In this study, the incidence of tuberculous ARDS was 4.9% and could reflect referral bias or the high prevalence of tuberculosis in this country. Eight of our patients had miliary shadows, whereas one had consolidation both of which can present with ARDS [3, 4, 5, 6, 7, 12]. The demographic details and clinical features of our patients are similar to that described in the literature [3, 5]. Three of our patients had MODS without any evidence of bacterial infection, although all of them were also given empiric antibiotics to cover for bacterial infection. The clinical clues, which pointed towards the diagnosis of tuberculosis, were the presence of longer history, lymphadenopathy, firm hepatosplenomegaly, miliary shadows on chest radiograph and raised alkaline phosphatase (suggesting granulomatous hepatitis). An elevated alkaline phosphatase is a useful clue and has been reported in up to 83% of patients with miliary TB [13]. Hyponatraemia has been described as a predictor of mortality in patients with miliary TB [13]. In the present study, 3 patients had hyponatraemia, of which one died from her illness.

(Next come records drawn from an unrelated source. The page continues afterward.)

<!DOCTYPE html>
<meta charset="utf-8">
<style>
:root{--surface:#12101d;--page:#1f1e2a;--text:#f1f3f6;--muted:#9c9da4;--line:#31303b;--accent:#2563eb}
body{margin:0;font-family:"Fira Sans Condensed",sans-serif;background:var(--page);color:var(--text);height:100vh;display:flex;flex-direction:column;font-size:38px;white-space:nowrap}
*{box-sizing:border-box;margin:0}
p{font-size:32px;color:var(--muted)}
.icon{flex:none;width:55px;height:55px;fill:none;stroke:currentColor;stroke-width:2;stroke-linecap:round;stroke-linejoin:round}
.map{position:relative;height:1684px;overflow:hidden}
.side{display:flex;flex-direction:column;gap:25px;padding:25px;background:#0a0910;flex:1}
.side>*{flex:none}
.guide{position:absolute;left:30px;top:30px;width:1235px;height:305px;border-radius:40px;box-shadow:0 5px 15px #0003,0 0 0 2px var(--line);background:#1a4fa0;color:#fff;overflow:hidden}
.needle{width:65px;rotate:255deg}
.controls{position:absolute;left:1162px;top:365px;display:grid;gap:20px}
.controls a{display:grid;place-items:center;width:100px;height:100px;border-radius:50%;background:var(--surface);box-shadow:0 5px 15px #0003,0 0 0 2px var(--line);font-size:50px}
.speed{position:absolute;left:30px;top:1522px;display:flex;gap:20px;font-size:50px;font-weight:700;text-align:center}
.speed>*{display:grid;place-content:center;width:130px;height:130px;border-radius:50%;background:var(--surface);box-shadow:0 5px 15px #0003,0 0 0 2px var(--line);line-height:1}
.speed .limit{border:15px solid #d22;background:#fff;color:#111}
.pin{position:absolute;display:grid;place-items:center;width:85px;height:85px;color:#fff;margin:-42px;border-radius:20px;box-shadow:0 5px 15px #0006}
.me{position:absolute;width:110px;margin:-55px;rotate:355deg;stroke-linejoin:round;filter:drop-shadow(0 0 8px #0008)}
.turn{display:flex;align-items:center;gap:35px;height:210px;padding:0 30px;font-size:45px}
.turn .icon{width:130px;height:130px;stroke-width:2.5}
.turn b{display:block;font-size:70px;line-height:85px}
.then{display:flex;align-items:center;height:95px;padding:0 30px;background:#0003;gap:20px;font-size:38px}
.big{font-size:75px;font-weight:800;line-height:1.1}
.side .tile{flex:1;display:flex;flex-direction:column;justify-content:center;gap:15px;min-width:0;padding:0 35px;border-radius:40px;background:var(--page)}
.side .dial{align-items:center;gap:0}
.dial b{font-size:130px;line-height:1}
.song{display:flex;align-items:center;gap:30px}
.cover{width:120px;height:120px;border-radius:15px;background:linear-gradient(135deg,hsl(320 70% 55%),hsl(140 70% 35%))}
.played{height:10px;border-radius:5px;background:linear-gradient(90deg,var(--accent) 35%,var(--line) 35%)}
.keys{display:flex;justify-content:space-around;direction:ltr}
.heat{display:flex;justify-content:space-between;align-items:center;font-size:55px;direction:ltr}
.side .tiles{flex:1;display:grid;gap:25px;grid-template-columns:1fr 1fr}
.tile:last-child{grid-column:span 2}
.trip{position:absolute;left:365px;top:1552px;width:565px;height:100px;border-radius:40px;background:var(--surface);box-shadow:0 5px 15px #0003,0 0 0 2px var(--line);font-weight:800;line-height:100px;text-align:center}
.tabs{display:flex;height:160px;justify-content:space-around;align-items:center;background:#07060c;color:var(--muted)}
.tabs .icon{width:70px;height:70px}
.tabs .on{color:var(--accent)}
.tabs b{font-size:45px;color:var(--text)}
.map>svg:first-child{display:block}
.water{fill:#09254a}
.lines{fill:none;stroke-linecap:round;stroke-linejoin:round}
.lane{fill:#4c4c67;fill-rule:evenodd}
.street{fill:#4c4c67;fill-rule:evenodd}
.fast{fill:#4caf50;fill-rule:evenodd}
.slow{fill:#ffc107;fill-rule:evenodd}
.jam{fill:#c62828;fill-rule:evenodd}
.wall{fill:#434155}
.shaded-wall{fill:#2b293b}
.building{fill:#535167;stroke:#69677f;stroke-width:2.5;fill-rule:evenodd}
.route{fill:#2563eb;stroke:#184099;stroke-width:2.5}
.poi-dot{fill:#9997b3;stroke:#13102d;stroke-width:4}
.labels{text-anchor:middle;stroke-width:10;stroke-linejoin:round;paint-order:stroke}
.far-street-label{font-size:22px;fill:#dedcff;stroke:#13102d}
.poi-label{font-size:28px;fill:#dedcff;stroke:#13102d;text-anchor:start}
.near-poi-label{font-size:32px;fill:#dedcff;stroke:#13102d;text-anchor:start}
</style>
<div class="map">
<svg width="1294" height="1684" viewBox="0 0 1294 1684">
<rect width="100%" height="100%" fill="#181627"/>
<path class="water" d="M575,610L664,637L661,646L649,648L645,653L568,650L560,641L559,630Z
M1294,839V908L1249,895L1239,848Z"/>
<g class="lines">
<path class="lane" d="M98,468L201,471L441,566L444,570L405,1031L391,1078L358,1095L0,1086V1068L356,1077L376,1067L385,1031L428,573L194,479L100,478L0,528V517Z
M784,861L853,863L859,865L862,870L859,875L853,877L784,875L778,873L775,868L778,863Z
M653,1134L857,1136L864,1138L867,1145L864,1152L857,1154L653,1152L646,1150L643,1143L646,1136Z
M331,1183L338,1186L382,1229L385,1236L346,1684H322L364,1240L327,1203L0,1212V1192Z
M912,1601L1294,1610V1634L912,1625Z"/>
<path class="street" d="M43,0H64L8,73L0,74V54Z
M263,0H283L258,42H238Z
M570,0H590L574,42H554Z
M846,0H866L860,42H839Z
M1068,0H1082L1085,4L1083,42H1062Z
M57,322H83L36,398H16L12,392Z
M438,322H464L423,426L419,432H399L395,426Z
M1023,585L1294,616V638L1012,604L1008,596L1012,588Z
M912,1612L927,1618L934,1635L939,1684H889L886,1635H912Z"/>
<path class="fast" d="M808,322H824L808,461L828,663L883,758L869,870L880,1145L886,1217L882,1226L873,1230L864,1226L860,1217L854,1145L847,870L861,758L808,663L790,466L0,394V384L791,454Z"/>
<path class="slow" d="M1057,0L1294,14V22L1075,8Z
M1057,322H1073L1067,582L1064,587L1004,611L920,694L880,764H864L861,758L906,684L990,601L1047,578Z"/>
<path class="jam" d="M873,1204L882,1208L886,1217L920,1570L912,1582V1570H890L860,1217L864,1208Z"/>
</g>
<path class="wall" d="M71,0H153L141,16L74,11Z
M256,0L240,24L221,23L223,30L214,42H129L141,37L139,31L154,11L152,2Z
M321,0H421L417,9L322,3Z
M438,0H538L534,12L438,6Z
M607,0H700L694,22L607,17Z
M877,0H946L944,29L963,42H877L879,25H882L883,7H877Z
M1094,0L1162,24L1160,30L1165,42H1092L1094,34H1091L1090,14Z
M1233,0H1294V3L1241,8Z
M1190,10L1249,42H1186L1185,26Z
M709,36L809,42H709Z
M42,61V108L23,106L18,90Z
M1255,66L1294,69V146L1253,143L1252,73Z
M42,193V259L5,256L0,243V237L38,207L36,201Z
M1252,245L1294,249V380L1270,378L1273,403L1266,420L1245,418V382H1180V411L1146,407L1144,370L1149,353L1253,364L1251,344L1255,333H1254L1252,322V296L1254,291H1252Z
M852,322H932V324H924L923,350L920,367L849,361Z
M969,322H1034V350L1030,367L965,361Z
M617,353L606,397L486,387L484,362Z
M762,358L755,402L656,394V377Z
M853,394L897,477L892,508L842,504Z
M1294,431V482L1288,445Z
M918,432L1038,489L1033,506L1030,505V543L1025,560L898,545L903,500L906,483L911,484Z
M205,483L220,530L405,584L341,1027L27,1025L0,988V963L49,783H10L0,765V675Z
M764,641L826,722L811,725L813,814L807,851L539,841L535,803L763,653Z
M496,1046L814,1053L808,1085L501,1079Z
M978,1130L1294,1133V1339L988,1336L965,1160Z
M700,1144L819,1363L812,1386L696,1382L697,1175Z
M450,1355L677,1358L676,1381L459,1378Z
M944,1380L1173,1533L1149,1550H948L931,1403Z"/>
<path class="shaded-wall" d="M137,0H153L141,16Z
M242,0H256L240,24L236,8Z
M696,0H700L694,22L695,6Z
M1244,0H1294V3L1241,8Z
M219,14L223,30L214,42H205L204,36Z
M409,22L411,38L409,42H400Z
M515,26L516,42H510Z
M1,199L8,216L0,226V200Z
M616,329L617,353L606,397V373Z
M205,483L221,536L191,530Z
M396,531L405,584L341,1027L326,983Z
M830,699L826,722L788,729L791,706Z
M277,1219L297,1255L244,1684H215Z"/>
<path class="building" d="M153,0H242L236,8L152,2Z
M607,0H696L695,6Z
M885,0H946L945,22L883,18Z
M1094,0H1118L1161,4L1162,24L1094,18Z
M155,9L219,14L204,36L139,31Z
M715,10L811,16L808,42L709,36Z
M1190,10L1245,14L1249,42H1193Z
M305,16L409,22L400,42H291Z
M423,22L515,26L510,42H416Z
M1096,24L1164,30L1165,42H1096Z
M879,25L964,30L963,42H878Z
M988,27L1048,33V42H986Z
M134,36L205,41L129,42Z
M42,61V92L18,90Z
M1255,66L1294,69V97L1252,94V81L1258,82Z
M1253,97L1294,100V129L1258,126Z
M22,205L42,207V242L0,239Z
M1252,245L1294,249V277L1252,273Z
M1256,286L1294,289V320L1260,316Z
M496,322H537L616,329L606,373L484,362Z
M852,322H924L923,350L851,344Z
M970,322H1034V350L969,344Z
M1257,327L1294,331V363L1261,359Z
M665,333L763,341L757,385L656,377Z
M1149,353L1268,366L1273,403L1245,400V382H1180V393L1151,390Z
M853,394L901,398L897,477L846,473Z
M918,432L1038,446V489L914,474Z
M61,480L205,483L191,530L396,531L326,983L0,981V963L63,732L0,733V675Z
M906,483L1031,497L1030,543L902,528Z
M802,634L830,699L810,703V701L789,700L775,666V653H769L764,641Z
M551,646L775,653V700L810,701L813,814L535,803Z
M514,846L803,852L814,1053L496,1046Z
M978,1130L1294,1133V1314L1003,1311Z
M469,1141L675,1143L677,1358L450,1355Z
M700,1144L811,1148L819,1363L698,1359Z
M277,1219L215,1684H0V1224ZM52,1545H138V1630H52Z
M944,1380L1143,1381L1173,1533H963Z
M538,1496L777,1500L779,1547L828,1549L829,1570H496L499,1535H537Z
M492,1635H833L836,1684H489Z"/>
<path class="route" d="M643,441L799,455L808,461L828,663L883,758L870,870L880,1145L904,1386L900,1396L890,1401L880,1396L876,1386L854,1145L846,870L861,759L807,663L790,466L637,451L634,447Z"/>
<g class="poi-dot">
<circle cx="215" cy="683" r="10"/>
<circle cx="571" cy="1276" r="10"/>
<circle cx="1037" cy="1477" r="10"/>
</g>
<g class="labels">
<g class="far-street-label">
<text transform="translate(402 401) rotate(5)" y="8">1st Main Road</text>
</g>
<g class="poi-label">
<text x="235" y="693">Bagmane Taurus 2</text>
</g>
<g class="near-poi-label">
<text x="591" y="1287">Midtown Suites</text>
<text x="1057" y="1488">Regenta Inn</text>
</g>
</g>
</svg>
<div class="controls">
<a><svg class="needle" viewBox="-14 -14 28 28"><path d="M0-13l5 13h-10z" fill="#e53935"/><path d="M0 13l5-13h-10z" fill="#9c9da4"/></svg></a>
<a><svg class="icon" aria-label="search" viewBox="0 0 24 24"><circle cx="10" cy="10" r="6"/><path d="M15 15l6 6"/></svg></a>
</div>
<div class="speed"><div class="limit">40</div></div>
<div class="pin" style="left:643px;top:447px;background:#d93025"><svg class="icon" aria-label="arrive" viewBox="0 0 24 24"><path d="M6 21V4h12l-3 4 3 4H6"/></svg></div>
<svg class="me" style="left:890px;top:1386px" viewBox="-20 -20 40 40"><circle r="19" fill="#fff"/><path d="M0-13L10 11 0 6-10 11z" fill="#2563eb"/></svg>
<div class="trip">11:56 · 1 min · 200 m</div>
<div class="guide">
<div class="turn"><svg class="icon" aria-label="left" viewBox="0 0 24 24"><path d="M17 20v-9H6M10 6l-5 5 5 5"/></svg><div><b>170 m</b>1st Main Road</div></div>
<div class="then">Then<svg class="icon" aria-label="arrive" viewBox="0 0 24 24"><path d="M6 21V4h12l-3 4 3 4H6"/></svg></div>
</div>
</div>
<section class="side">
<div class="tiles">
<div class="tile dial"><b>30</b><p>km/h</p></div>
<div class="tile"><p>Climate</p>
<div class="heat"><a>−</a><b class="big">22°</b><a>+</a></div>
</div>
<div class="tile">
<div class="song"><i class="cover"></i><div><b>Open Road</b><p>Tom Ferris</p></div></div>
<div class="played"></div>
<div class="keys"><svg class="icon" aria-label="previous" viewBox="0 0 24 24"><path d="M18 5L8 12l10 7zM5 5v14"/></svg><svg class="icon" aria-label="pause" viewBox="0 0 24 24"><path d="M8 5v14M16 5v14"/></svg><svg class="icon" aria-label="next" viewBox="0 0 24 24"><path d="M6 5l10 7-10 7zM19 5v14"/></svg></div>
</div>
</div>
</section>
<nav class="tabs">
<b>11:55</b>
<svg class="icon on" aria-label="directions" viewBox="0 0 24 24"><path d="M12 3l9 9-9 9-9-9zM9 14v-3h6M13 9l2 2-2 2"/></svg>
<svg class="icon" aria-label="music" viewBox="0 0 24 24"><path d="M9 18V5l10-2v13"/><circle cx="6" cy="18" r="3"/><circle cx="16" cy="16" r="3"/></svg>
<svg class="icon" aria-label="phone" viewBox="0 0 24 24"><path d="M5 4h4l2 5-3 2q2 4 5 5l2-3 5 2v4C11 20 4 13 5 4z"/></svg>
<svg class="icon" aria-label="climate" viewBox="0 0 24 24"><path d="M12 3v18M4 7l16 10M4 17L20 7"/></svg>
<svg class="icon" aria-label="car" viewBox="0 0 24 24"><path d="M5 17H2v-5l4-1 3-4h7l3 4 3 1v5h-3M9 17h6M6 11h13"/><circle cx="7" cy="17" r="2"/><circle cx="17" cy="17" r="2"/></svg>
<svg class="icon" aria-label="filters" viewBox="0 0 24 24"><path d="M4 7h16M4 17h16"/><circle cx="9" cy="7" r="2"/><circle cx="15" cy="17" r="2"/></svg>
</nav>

In our study, transbronchial biopsy (TBB) was performed only once the patients were extubated, as the diagnostic yield of TBB in a mechanically ventilated patients is generally poor because of its small size and yield of non-representative tissue [14]. Furthermore, it carries a significant risk of morbidity like bleeding and pneumothoraxand the occurrence of pneumothorax and/or bronchopleural fistula in the seriously ill, mechanically ventilated patient requiring high levels of PEEP can be life threatening [14]. Tracheal aspirates sent for Ziehl-Neelsen staining for acid-fast bacilli and cultures were non-contributory, whereas tissue biopsies and histopathology were diagnostic in all patients.

In our series, the overall mortality of patients with ARDS was 54.5%, whereas it was 22.2% in patients with tuberculosis and ARDS. The overall high mortality in this study for ARDS is because of obvious differences in case mix, delays in transfer of critically ill patients from emergency room to ICU because of limited availability of beds, possible selection bias as sickest patients with multiple organ failure are admitted in the ICU and other logistic reasons [15]. The probable reason for better outcome of tuberculous ARDS in this study could be that the diagnosis was suspected clinically, and anti-tubercular therapy was instituted empirically (median time to initiation being 3 days) based on clinical diagnosis. This can also account for the shorter duration of mechanical ventilation in our patients. Also delayed treatment is known to contribute to mortality in ICU patients with pulmonary TB and acute respiratory failure [5]. However, this conclusion has limitations in that we cannot exclude the possibility that the decreased mortality is due to a selection bias. Also the retrospective design of the study and small numbers makes it difficult to draw any firm conclusion. But our study does suggest that early clinical diagnosis and empiric therapy can improve the outcome of an uncommon but treatable cause of ARDS. In contrast to reports of patients with miliary TB being treated with antituberculous drugs and glucocorticoids, none of our patients received steroids.

Conclusion

In conclusion, tuberculosis is an uncommon cause of ARDS. In regions where tuberculosis is common or in patients with ARDS of obscure aetiology, where the clinical features suggest tuberculosis as the inciting cause, antitubercular therapy should be started empirically and the diagnosis actively pursued later.